We covered so much at Current 2024, from the 138 breakout sessions, lightning talks, and meetups on the expo floor to what happened on the main stage. If you heard any snippets or saw quotes from the Day 2 keynote, then you already know what I told the room: We are all data streaming engineers now.
Why? Because of a historic paradigm shift that’s been in progress for more than a decade. The way we build systems and manage data has dramatically changed in that time, thanks in large part to the overlapping and widespread adoption of microservices, cloud computing, and Apache Kafka®. As we heard from Confluent CEO Jay Kreps on Day 1, that change continues now as companies are becoming not just software, but software-powered by artificial intelligence—and they’re doing it faster than their data infrastructure can match.
Building on the recent explosion of generative AI, many businesses are ambitiously working toward creating AI agents capable of acting and communicating on the behalf of human users by iteratively interrogating domain-specific language models. The more these complex use cases emerge and prove themselves to be useful, the more we’re going to see the responsibility for AI/ML engineering bleed across roles.

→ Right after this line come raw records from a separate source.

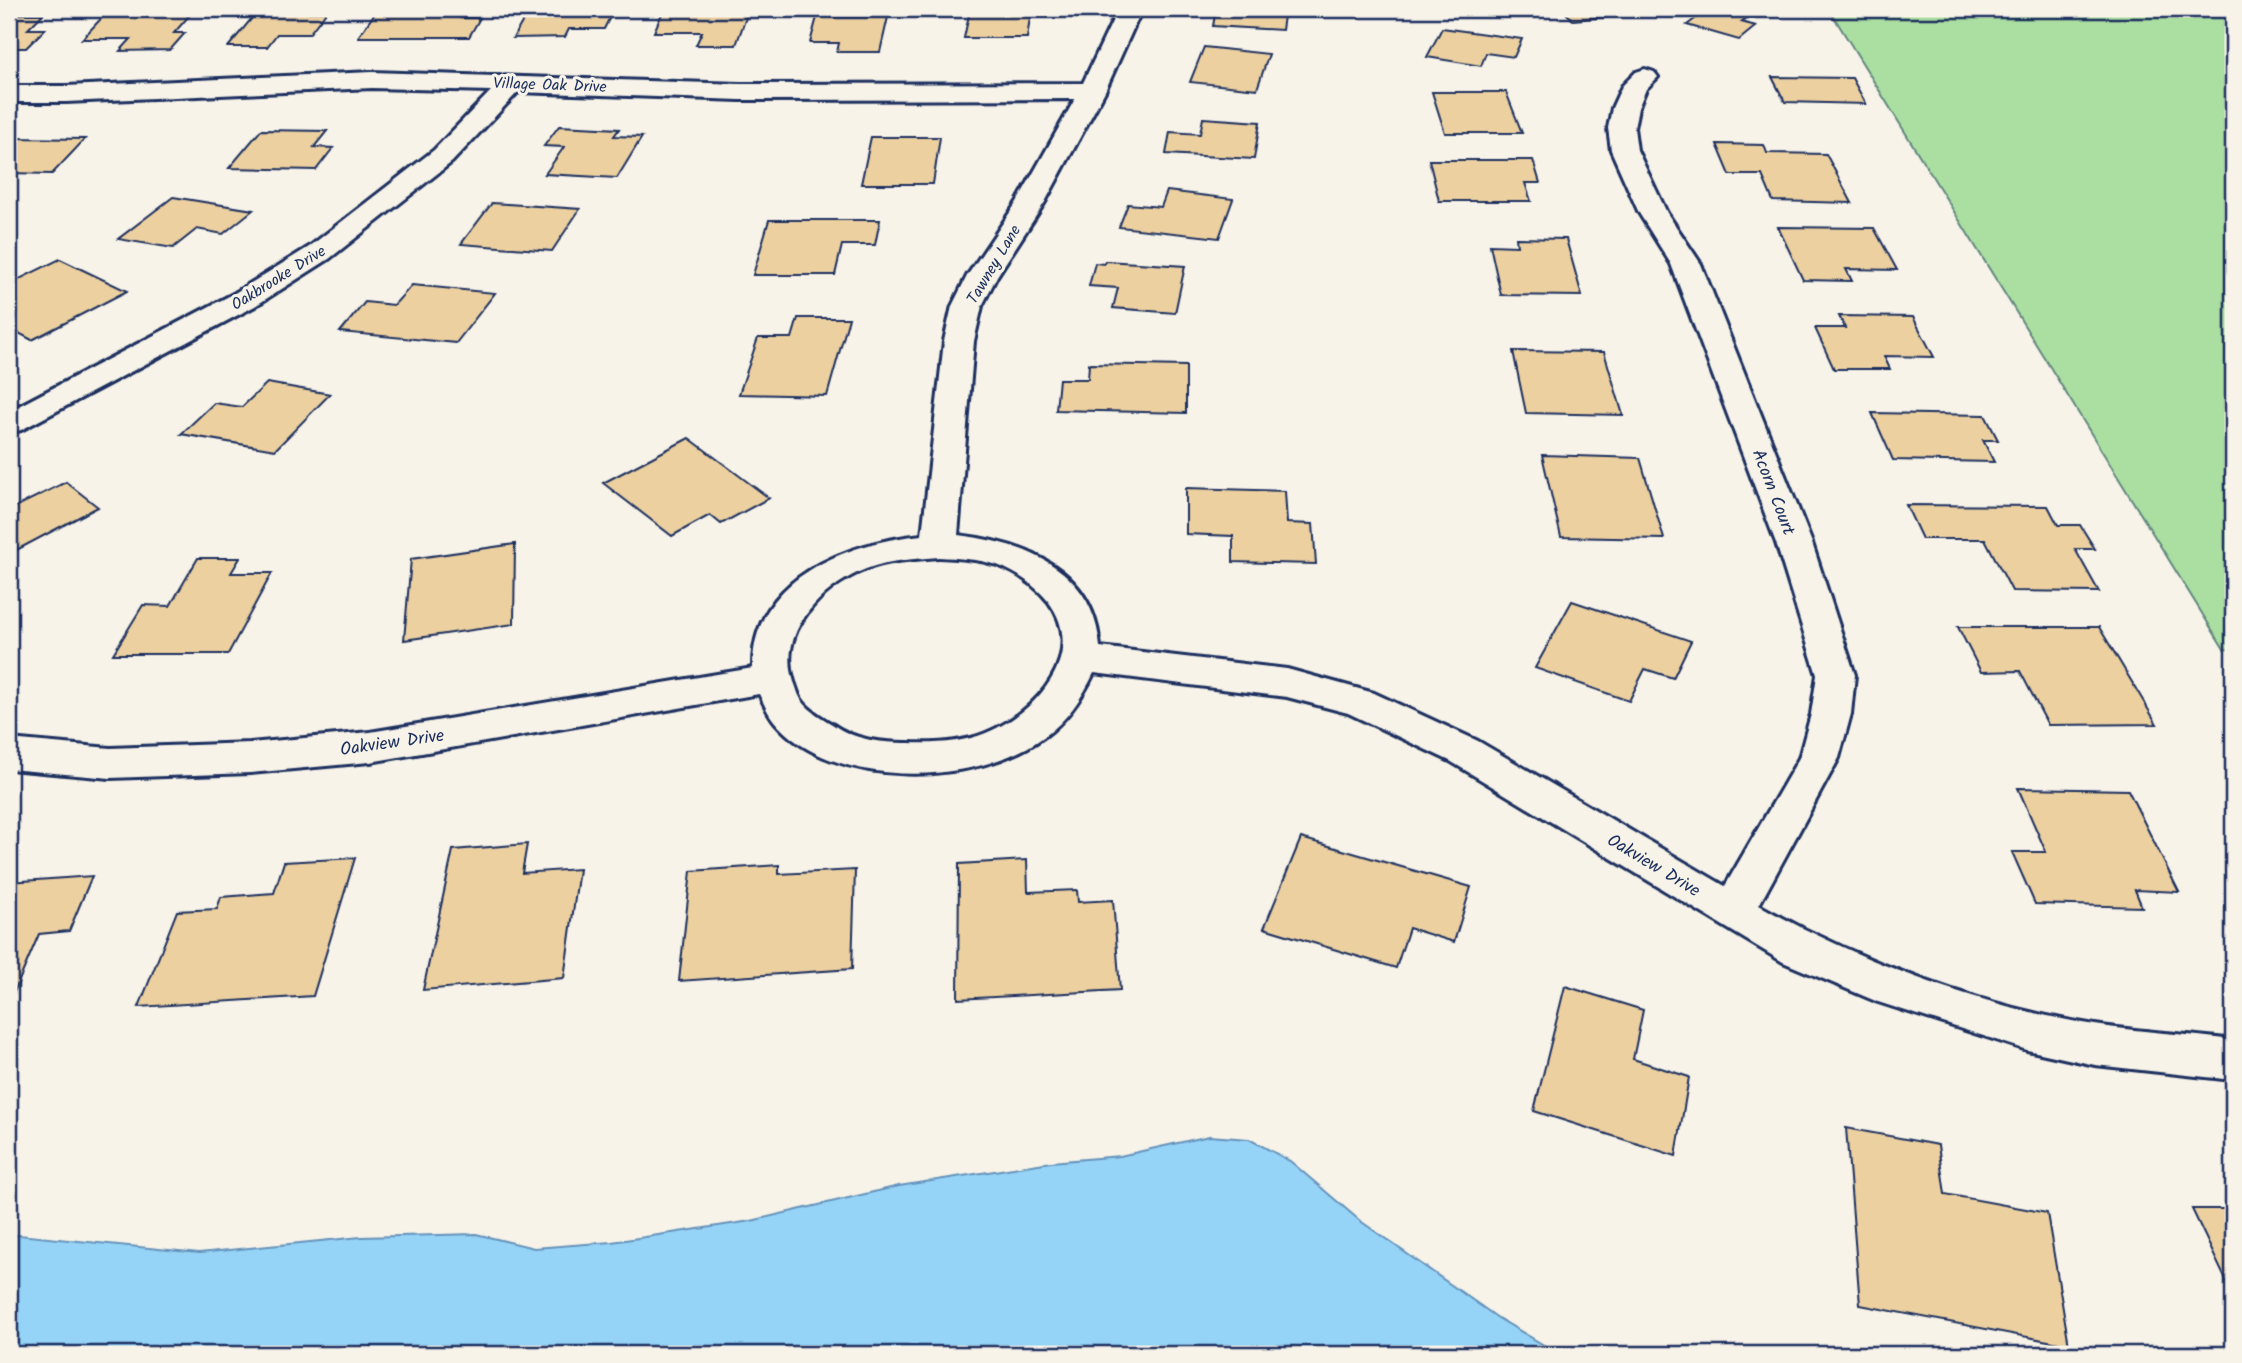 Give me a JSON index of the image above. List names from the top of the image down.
{
  "streets": {
    "street": [
      "Village Oak Drive",
      "Tawney Lane",
      "Oakbrooke Drive",
      "Acorn Court",
      "Oakview Drive"
    ]
  },
  "crossings": [
    ["Village Oak Drive", "Tawney Lane"],
    ["Village Oak Drive", "Oakbrooke Drive"],
    ["Acorn Court", "Oakview Drive"]
  ]
} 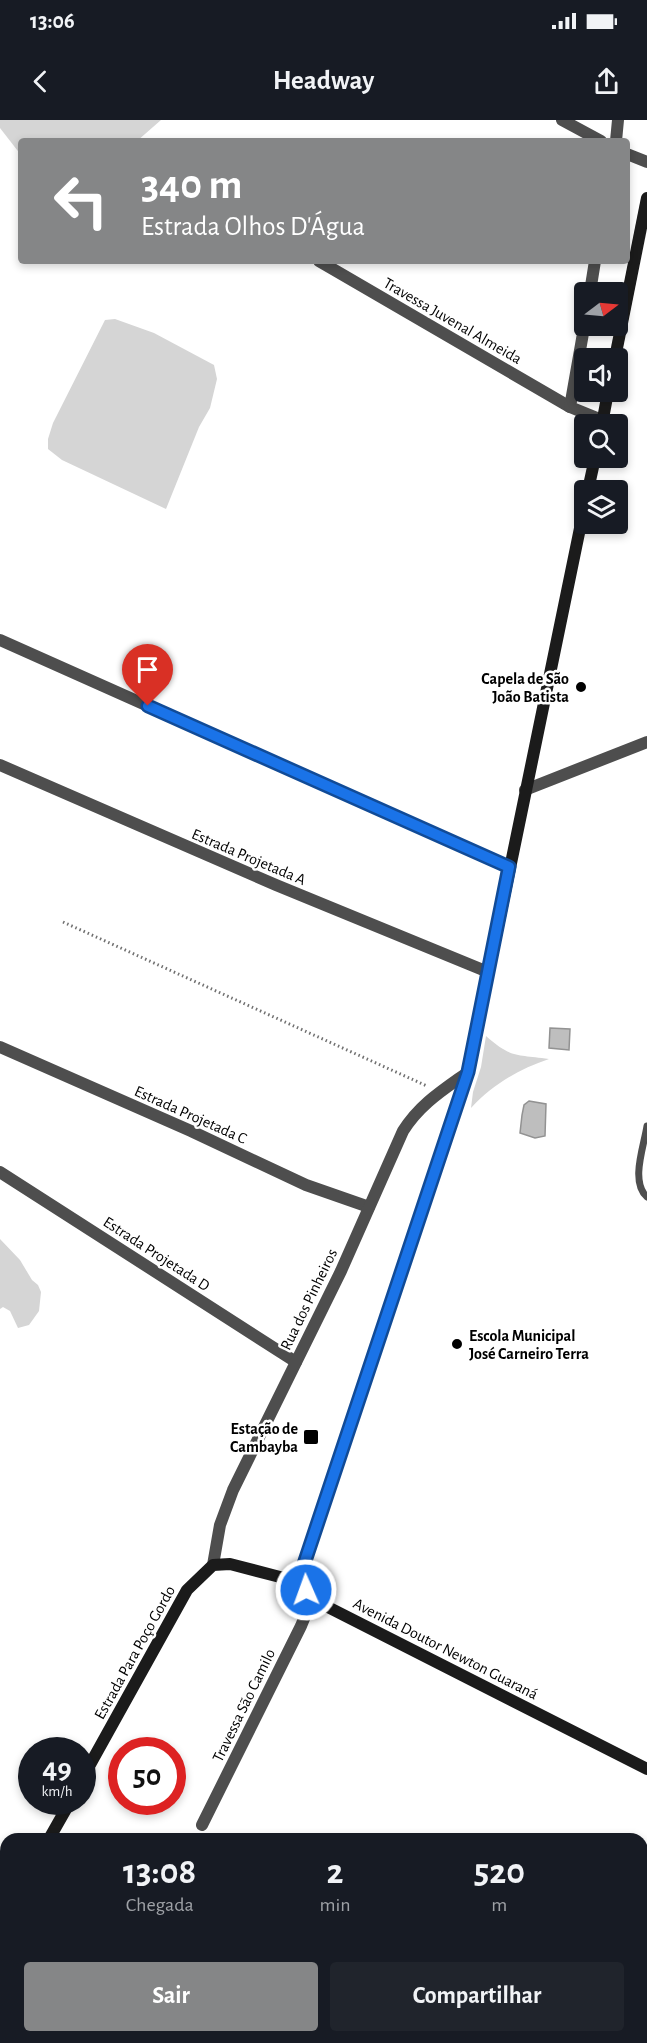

So it won’t just be AI/ML researchers and Ph.D. data scientists being tapped—software engineers will feel even more pressure to build AI-powered applications and services that are capable of making trustworthy, domain-informed decisions in real time. What started as a rarefied academic pursuit is now a commonplace task of the enterprise software developer.
The practical enterprise incarnation of AI is not just a large language model trained over weeks and months on an internet’s worth of text—it’s also a large set of model-encoded contextual data about what is currently true in the enterprise itself. It’s all but impossible to imagine keeping this context up to date without a data streaming platform at its foundation. And at the foundation of that platform is Apache Kafka. As Staff Developer Advocate Danica Fine put it in the Day 2 keynote (speaking of AI), "The backbone of any real-time system has to be Kafka.”
Check out sessions from Current 2024 on demand.
Paradigm shifts at the scale we’re seeing with streaming are rare. In fact, I’d argue that a shift of this magnitude in digital computing has only happened once before, when the mainframes gave way to what we called the client-server model beginning around 40 years ago.
To take advantage of this new era, practitioners and leaders alike need to understand what a data streaming engineer does. We need to know the skills, tools, and organizational capabilities we need to advance our careers and meet the rapidly evolving needs of a business hungry to deploy value-creating new tools.
The words get a little complicated here, because we don’t all agree on whether we want to be called software architects, software developers, software engineers, data engineers, or just plain programmers. We all have different specialties in the front end, the back end, application development, infrastructure, data, architecture, and more. But when you realize our work is based increasingly on the data streams that find their form in Kafka topics, and on the layers of the stack that are emerging on top of that substrate, you can see why the term “data streaming engineer” applies so broadly.
At Current, I got to converse with people in various stages of their journey as data streaming engineers. These interactions confirmed the obvious—that the ecosystem has coalesced around core technologies like Kafka and, more recently, Apache Flink®—but offered new insights into the problems we are focused on solving next.
While the Day 2 keynote may have been titled, “The Rise of the Data Streaming Engineer,” in reality, the dawn of this era is several years behind us already. We as a community are already working out the form of the emerging streaming platform. This is something Adi Polak ably demonstrated with her live demo that combined Kafka, Flink, Kafka Connect, Confluent Schema Registry, Apache Iceberg®, and Confluent Tableflow to illustrate how the shift-left pattern delivers higher-quality analytics at lower overall cost from streaming sources. You really have to check out the video—this pattern is going to be critical going forward.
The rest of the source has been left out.